Recently, I have been miffed about the anti-Arsenal bias presented on ESPN, a worldwide, well-known and well respected network. However, such respectability seems not to have extended past their baseball, football (American) and basketball pages.

One such article (Untold also covered this article) claimed that 80% of Arsenal supporters wanted Arsene Wenger to leave, but just clicking on the link reveals that the only people that were polled were the Arsenal Supporter’s Trust (AST) a blatantly anti-Wenger group and the only surprise is that they did not get 100% wanting Wenger out.

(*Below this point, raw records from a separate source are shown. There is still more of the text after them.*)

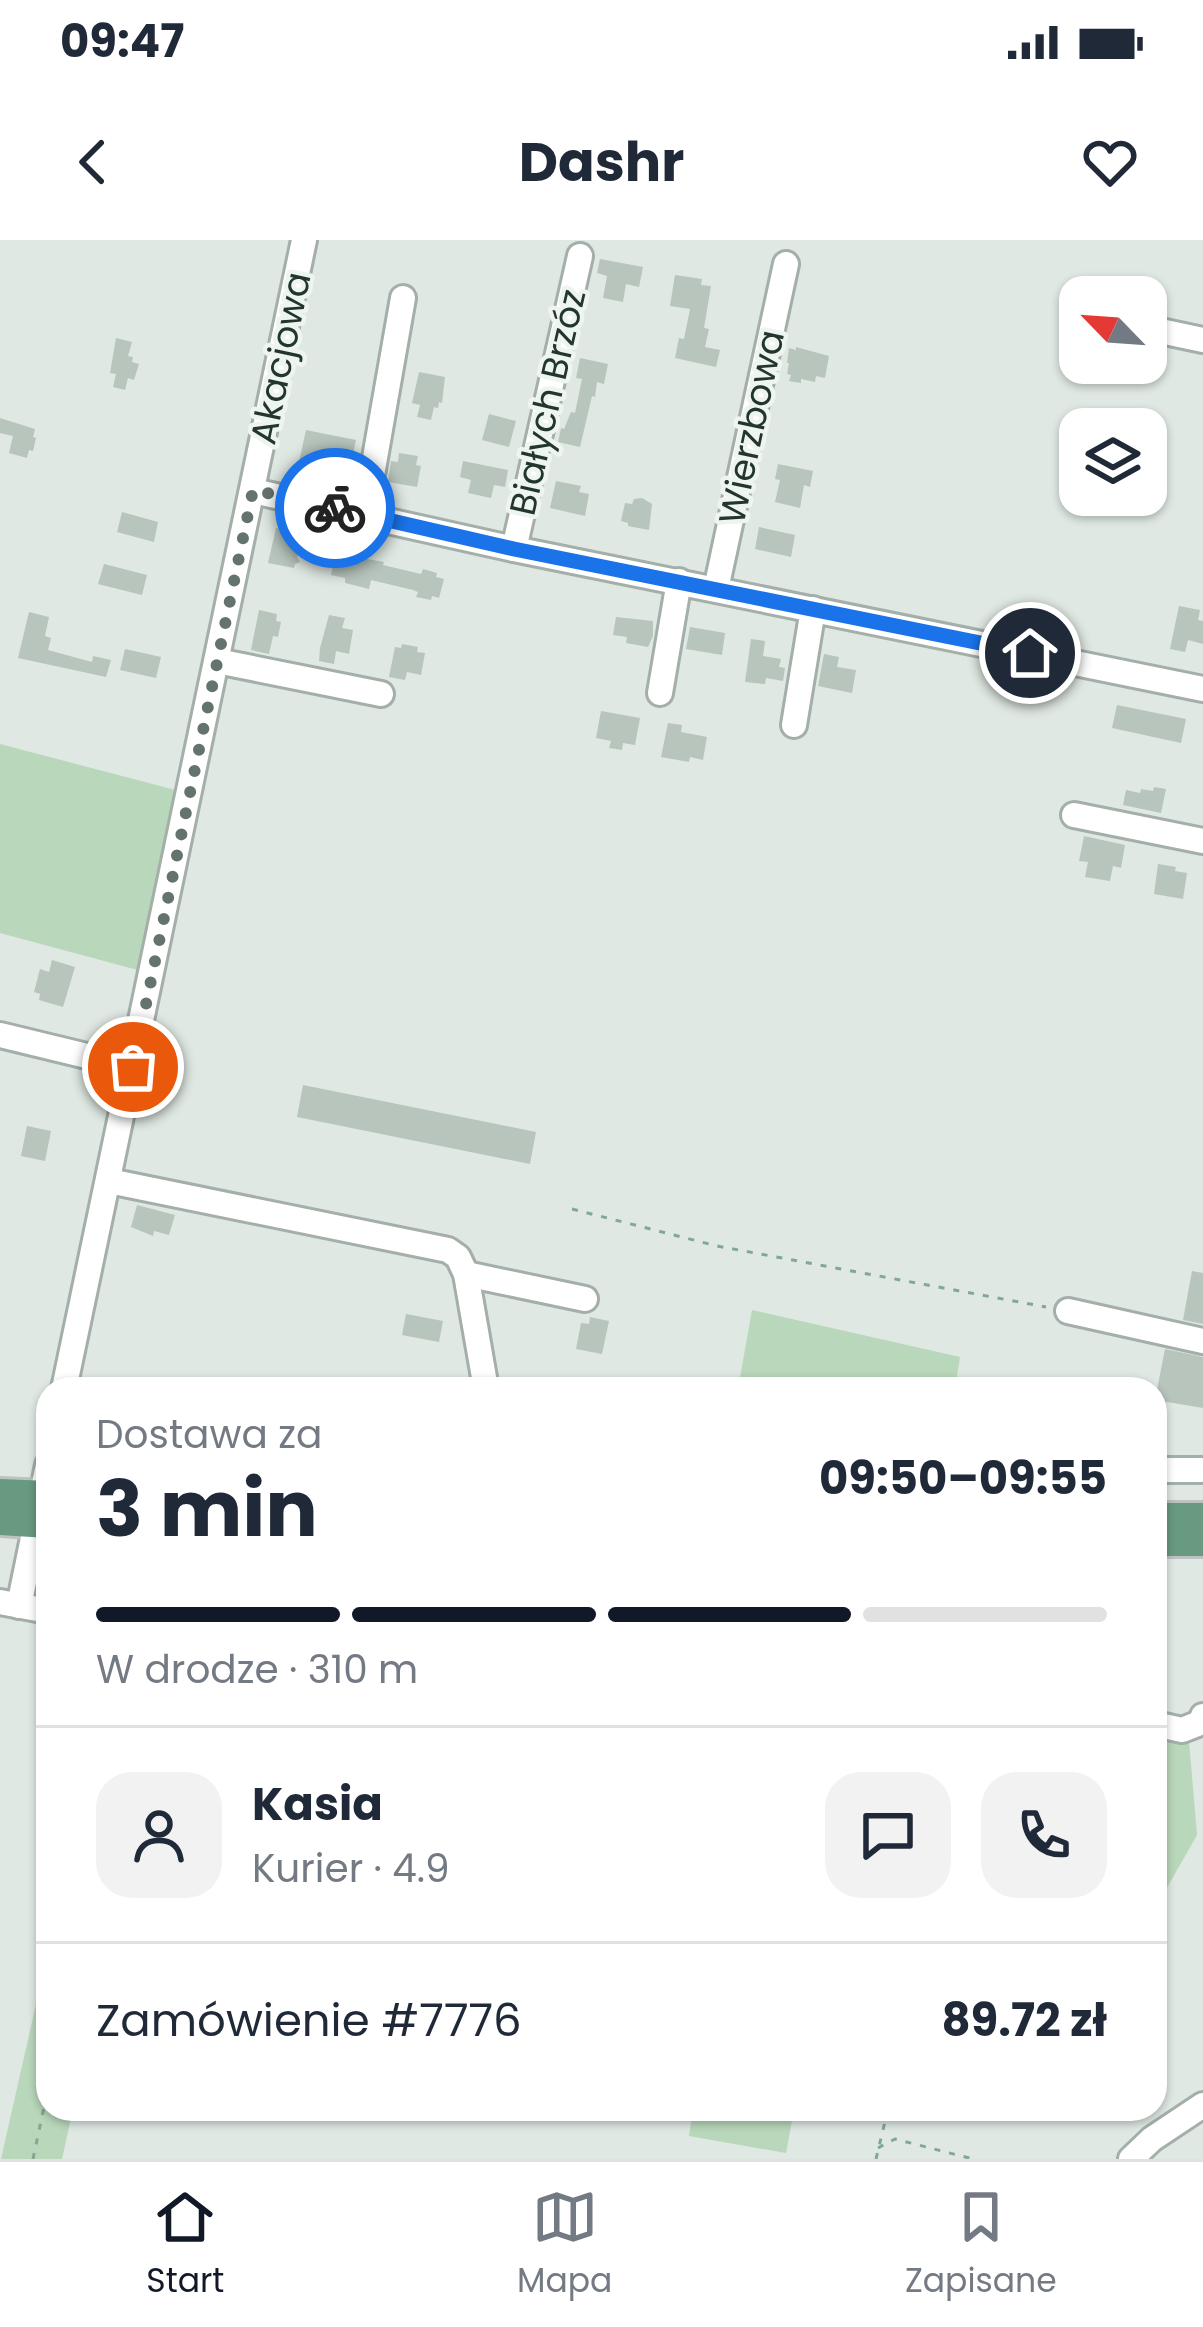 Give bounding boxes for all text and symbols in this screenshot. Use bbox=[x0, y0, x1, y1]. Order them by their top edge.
text: 09:47 bbox=[60, 10, 184, 73]
text: Dashr bbox=[519, 124, 684, 200]
icon: back bbox=[60, 129, 126, 195]
icon: heart bbox=[1077, 129, 1143, 195]
street label: Akacjowa bbox=[237, 267, 324, 449]
north arrow bbox=[1059, 276, 1167, 384]
map controls bbox=[1059, 276, 1167, 516]
street label: Białych Brzóz bbox=[497, 284, 598, 520]
street label: Wierzbowa bbox=[706, 325, 797, 529]
button: layers bbox=[1059, 408, 1167, 516]
courier bbox=[275, 448, 395, 568]
icon: bike bbox=[302, 475, 368, 541]
pin bbox=[979, 602, 1081, 704]
icon: home bbox=[997, 620, 1063, 686]
pin bbox=[82, 1016, 184, 1118]
icon: bag bbox=[100, 1034, 166, 1100]
text: Dostawa za bbox=[96, 1407, 322, 1462]
text: 09:50–09:55 bbox=[819, 1447, 1107, 1510]
text: 3 min bbox=[96, 1454, 318, 1563]
text: W drodze · 310 m bbox=[96, 1642, 418, 1697]
button: person bbox=[96, 1772, 222, 1898]
button: chat bbox=[825, 1772, 951, 1898]
button: phone bbox=[981, 1772, 1107, 1898]
text: Kasia bbox=[252, 1773, 383, 1836]
text: Kurier · 4.9 bbox=[252, 1841, 450, 1896]
text: Zamówienie #7776 bbox=[96, 1989, 522, 2052]
text: 89.72 zł bbox=[941, 1989, 1107, 2052]
tab: Start bbox=[146, 2184, 224, 2306]
tab: Mapa bbox=[517, 2184, 612, 2306]
tab: Zapisane bbox=[905, 2184, 1057, 2306]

I would like to stress that I am not saying that the ESPN writers have an agenda, but some of the statistical interpretations are either misunderstood and therefore improperly represented, or intentionally misrepresented to mislead readers.

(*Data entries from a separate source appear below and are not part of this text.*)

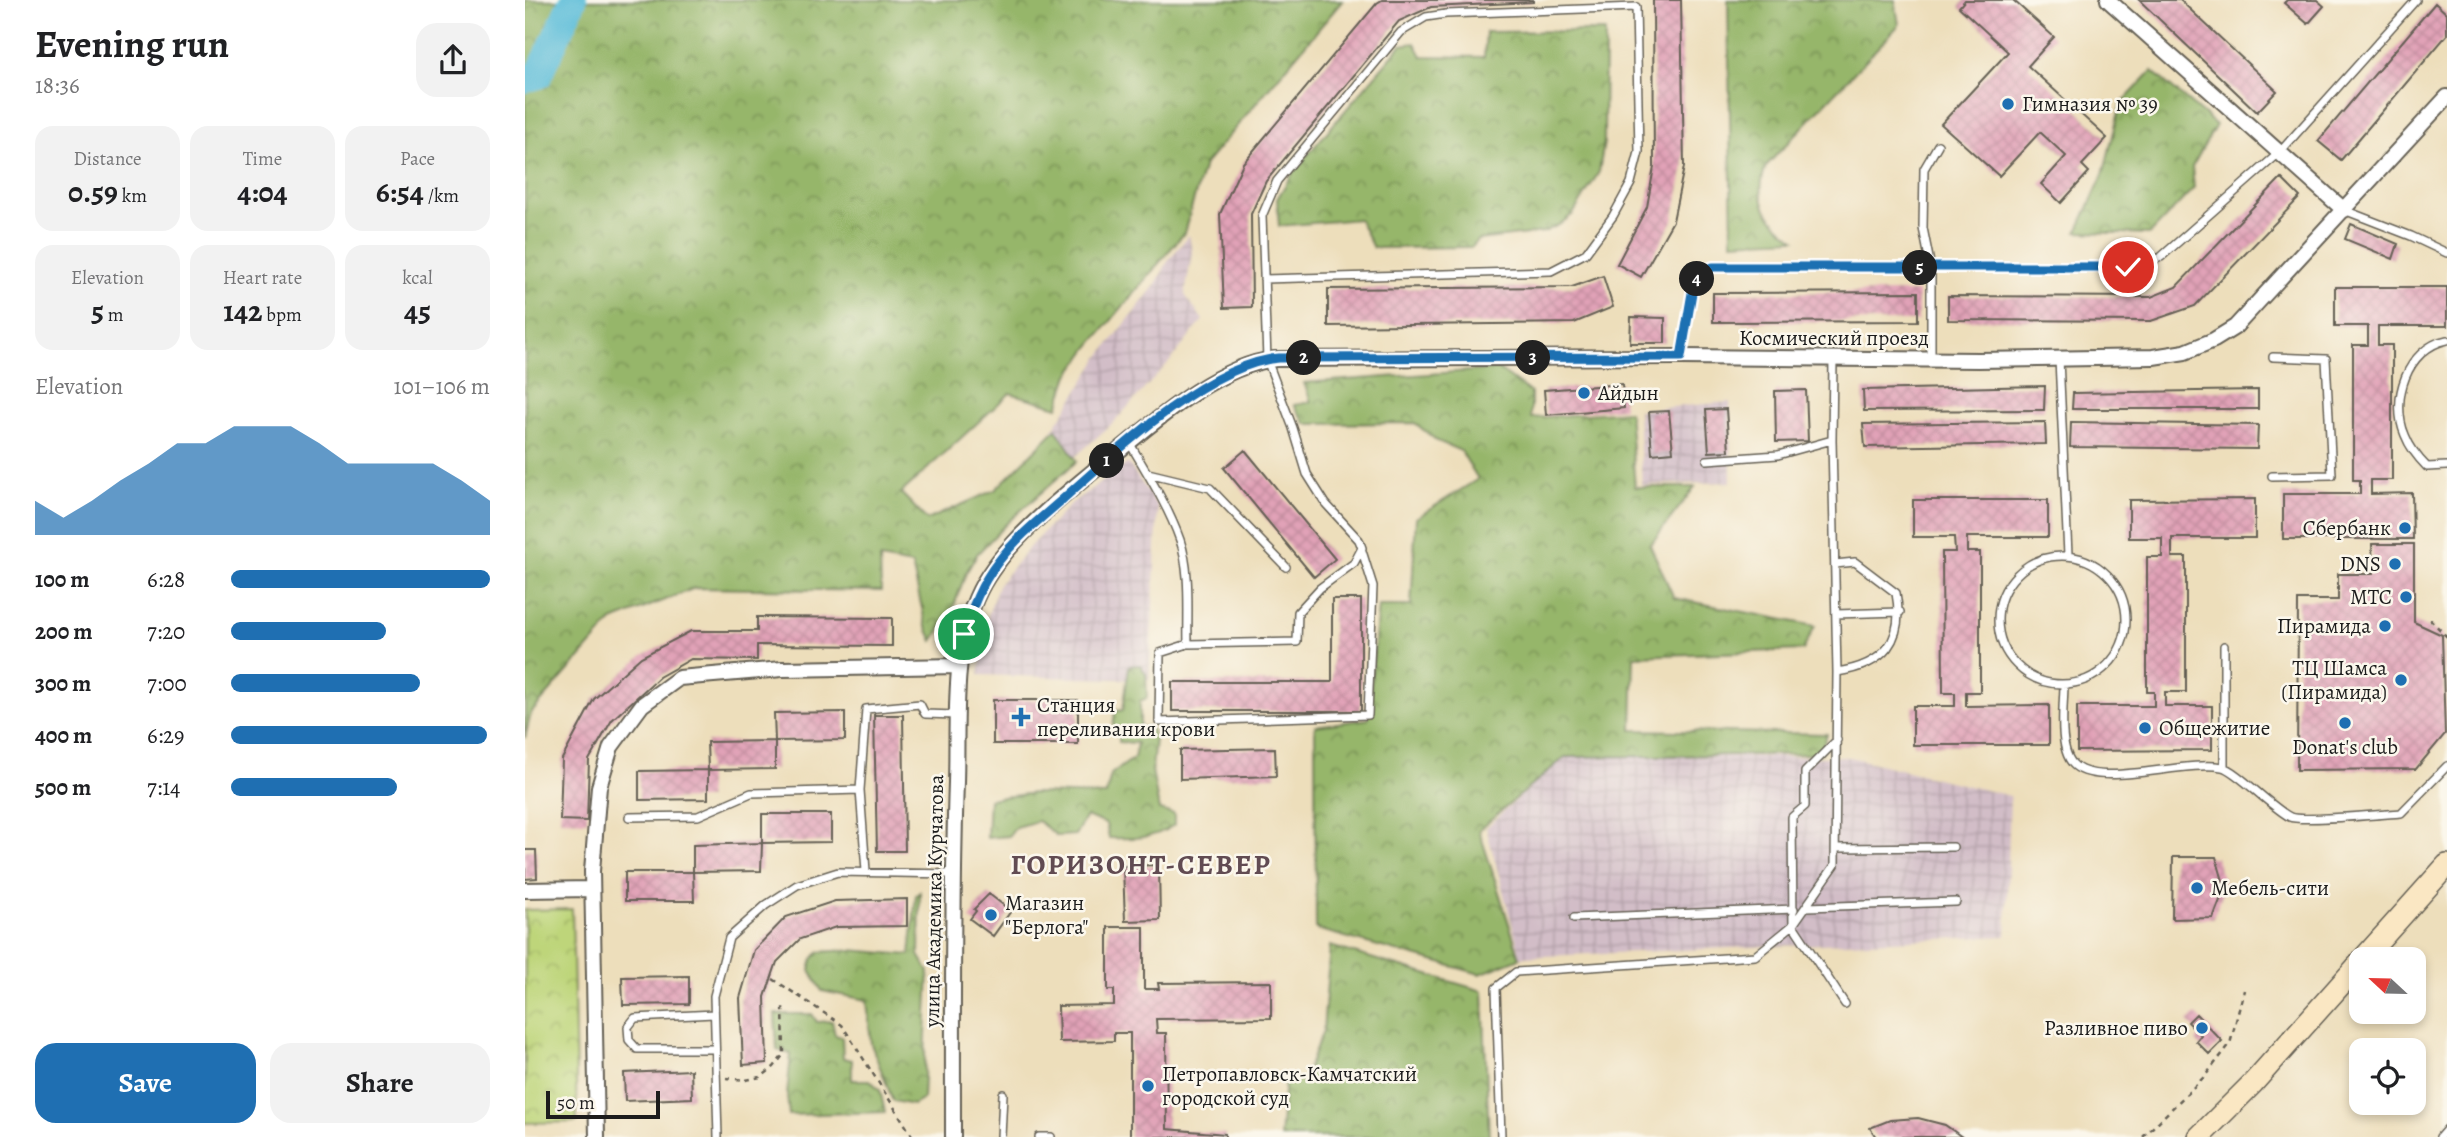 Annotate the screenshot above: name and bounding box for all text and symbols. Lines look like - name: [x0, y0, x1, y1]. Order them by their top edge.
- text: Evening run: [35, 18, 229, 70]
- button: share: [416, 23, 490, 97]
- text: 18:36: [35, 70, 80, 101]
- place label: Гимназия № 39: [2022, 90, 2158, 118]
- marker: Гимназия № 39: [2000, 96, 2016, 112]
- text: Distance: [73, 146, 142, 172]
- text: Time: [243, 146, 282, 172]
- text: Pace: [400, 146, 435, 172]
- text: 0.59: [68, 172, 118, 212]
- text: 4:04: [237, 172, 288, 212]
- text: 6:54: [376, 172, 424, 212]
- text: km: [118, 183, 147, 209]
- text: /km: [424, 183, 459, 209]
- pin: [2098, 237, 2158, 297]
- icon: check: [2109, 248, 2147, 286]
- pin: 5: [1903, 250, 1937, 286]
- text: 5: [1915, 254, 1924, 280]
- pin: 4: [1679, 262, 1715, 296]
- text: Elevation: [71, 265, 144, 291]
- text: Heart rate: [223, 265, 302, 291]
- text: kcal: [402, 265, 433, 291]
- text: 4: [1692, 265, 1701, 291]
- text: 5: [91, 291, 104, 331]
- text: 142: [223, 291, 263, 331]
- text: 45: [404, 291, 431, 331]
- text: m: [104, 302, 124, 328]
- text: bpm: [263, 302, 302, 328]
- street label: Космический проезд: [1739, 324, 1929, 352]
- pin: 2: [1287, 340, 1321, 376]
- pin: 3: [1515, 340, 1551, 376]
- text: 2: [1299, 344, 1308, 370]
- text: 3: [1528, 344, 1537, 370]
- text: Elevation: [35, 371, 123, 402]
- text: 101–106 m: [394, 371, 490, 402]
- place label: Айдын: [1597, 379, 1659, 407]
- marker: Айдын: [1576, 385, 1592, 401]
- pin: 1: [1089, 444, 1125, 478]
- text: 1: [1103, 447, 1110, 473]
- place label: Сбербанк: [2303, 514, 2391, 542]
- marker: Сбербанк: [2397, 520, 2413, 536]
- place label: DNS: [2340, 550, 2381, 578]
- marker: DNS: [2387, 556, 2403, 572]
- text: 100 m: [35, 564, 90, 595]
- text: 6:28: [147, 564, 185, 595]
- place label: МТС: [2350, 583, 2392, 611]
- marker: МТС: [2398, 589, 2414, 605]
- pin: [934, 604, 994, 664]
- place label: Пирамида: [2277, 612, 2371, 640]
- icon: arrive: [945, 615, 983, 653]
- text: 200 m: [35, 616, 93, 647]
- text: 7:20: [147, 616, 185, 647]
- marker: Пирамида: [2377, 618, 2393, 634]
- place label: ТЦ Шамса (Пирамида): [2281, 654, 2387, 706]
- text: 300 m: [35, 668, 91, 699]
- text: 7:00: [147, 668, 187, 699]
- marker: ТЦ Шамса (Пирамида): [2393, 672, 2409, 688]
- place label: Станция переливания крови: [1037, 691, 1215, 743]
- marker: Станция переливания крови: [1011, 707, 1031, 727]
- place label: Общежитие: [2159, 714, 2270, 742]
- marker: Donat's club: [2337, 715, 2353, 731]
- text: 400 m: [35, 720, 92, 751]
- text: 6:29: [147, 720, 185, 751]
- marker: Общежитие: [2137, 720, 2153, 736]
- place label: Donat's club: [2292, 733, 2398, 761]
- text: 500 m: [35, 772, 91, 803]
- text: 7:14: [147, 772, 180, 803]
- street label: улица Академика Курчатова: [918, 774, 950, 1029]
- district label: ГОРИЗОНТ-СЕВЕР: [1010, 846, 1272, 884]
- place label: Мебель-сити: [2211, 874, 2329, 902]
- marker: Мебель-сити: [2189, 880, 2205, 896]
- place label: Магазин "Берлога": [1005, 889, 1088, 941]
- marker: Магазин "Берлога": [983, 907, 999, 923]
- north arrow: [2349, 947, 2425, 1024]
- map controls: [2349, 947, 2426, 1115]
- place label: Разливное пиво: [2044, 1014, 2188, 1042]
- marker: Разливное пиво: [2194, 1020, 2210, 1036]
- button: locate: [2349, 1038, 2426, 1115]
- button: Save: [35, 1043, 256, 1123]
- button: Share: [270, 1043, 490, 1123]
- place label: Петропавловск-Камчатский городской суд: [1162, 1060, 1417, 1112]
- marker: Петропавловск-Камчатский городской суд: [1140, 1078, 1156, 1094]
- scale bar: [546, 1088, 660, 1120]
- text: 50 m: [557, 1090, 595, 1116]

On Monday, a post with the headline “Giroud may start for France Lacazette still better option for Arsenal” (1) appeared on ESPN, and used statistical reasons to explain why Lacazette is a better player than Giroud. Now I am not claiming whether Lacazette is a superior or inferior player, just that I believe the statistical explanations in the article were flawed and improperly presented.

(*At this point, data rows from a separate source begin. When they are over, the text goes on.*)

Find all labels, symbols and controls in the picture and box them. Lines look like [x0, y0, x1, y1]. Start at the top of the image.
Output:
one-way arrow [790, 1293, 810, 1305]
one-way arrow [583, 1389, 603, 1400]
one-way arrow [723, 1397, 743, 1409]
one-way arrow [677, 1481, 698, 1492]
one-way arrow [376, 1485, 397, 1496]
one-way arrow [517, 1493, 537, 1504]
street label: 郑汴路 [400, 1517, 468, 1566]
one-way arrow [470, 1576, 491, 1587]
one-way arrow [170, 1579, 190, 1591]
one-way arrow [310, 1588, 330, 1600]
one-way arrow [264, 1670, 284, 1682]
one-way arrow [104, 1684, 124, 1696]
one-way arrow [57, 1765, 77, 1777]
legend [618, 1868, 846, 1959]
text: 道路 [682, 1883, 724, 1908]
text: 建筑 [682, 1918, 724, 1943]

  1. Lacazette has a higher scoring rate in league play.

On the surface, this is incontrovertible evidence as to who is the better striker. However, let us  take a look at the non-penalty goals, as that is a more useful comparison since Giroud is not the main penalty taker in the team and also penalties on the team can be taken by other players rather than just the striker. In terms of non-penalty goals, Lacazette has 18 goals last season (2)(3). Giroud being second option for most of the season had 12 non-penalty goals (4). In terms of minutes per non-penalty goal, Giroud played 1,194 mins (5), whereas Lacazette played 2,411 mins (6). So effectively, Giroud scored every 99.4 minutes in open play and Lacazette scored every 133.9 minutes. Basically as of last season, Giroud was the more effective striker in open play in a smaller sample size. Furthermore in this section, the ESPN writer claims that because Lacazette has a higher total number of goals in the last 3 years, he is the better striker. However, that fundamentally overlooks the difference in function of both Giroud and Lacazette, Giroud being more of a playmaker whereas Lacazette being an out and out striker. Not to mention that goals scored in the Premier League are not equal to those scored in Ligue 1.  Finally, their last argument for why Lacazette is better in this section is that he scores a higher percentage of the team’s goals, which is not terribly meaningful, given that we all remember the years when Henry was scoring 40% of the team’s goals and Arsenal still not winning the league ( Andy Johnson for Crystal Palace is also the same). So to be generous I conclude that out of three things (better striker last season, better striker over 3 years and percentage of team goals) they mention as being the reasons Lacazette is better, I generously concede the second point, so ESPN writer 1/3 correct.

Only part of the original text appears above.